▶ [DIRECTIONS]: All of the data is to be copied without a single change.

[Records from a data source]
- - - - - - -
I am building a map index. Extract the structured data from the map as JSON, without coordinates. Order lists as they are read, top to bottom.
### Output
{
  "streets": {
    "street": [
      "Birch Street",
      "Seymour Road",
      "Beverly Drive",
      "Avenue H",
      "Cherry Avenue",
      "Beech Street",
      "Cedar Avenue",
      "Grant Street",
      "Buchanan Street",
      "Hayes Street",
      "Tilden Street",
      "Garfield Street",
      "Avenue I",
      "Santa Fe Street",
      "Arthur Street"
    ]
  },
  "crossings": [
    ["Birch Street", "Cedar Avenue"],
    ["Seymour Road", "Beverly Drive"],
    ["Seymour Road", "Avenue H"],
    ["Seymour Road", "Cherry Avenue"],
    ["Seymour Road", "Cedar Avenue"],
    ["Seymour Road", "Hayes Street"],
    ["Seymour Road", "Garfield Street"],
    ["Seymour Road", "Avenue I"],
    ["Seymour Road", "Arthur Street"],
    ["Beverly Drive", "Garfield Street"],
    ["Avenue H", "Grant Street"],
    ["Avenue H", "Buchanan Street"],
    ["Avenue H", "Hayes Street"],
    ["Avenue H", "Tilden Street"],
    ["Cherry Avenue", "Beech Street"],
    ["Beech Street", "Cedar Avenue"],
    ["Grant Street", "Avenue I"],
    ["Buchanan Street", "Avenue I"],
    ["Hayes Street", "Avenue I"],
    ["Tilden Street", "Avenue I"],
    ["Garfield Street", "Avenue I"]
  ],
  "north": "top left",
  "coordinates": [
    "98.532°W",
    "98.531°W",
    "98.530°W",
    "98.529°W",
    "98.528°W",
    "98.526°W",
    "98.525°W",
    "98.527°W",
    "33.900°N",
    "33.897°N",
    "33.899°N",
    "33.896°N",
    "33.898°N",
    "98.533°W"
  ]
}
- - - - - - -
▶ [TASK RESULT]:
I am building a map index. Extract the structured data from the map as JSON, without coordinates. Order lists as they are read, top to bottom.
### Output
{
  "streets": {
    "street": [
      "Birch Street",
      "Seymour Road",
      "Beverly Drive",
      "Avenue H",
      "Cherry Avenue",
      "Beech Street",
      "Cedar Avenue",
      "Grant Street",
      "Buchanan Street",
      "Hayes Street",
      "Tilden Street",
      "Garfield Street",
      "Avenue I",
      "Santa Fe Street",
      "Arthur Street"
    ]
  },
  "crossings": [
    ["Birch Street", "Cedar Avenue"],
    ["Seymour Road", "Beverly Drive"],
    ["Seymour Road", "Avenue H"],
    ["Seymour Road", "Cherry Avenue"],
    ["Seymour Road", "Cedar Avenue"],
    ["Seymour Road", "Hayes Street"],
    ["Seymour Road", "Garfield Street"],
    ["Seymour Road", "Avenue I"],
    ["Seymour Road", "Arthur Street"],
    ["Beverly Drive", "Garfield Street"],
    ["Avenue H", "Grant Street"],
    ["Avenue H", "Buchanan Street"],
    ["Avenue H", "Hayes Street"],
    ["Avenue H", "Tilden Street"],
    ["Cherry Avenue", "Beech Street"],
    ["Beech Street", "Cedar Avenue"],
    ["Grant Street", "Avenue I"],
    ["Buchanan Street", "Avenue I"],
    ["Hayes Street", "Avenue I"],
    ["Tilden Street", "Avenue I"],
    ["Garfield Street", "Avenue I"]
  ],
  "north": "top left",
  "coordinates": [
    "98.532°W",
    "98.531°W",
    "98.530°W",
    "98.529°W",
    "98.528°W",
    "98.526°W",
    "98.525°W",
    "98.527°W",
    "33.900°N",
    "33.897°N",
    "33.899°N",
    "33.896°N",
    "33.898°N",
    "98.533°W"
  ]
}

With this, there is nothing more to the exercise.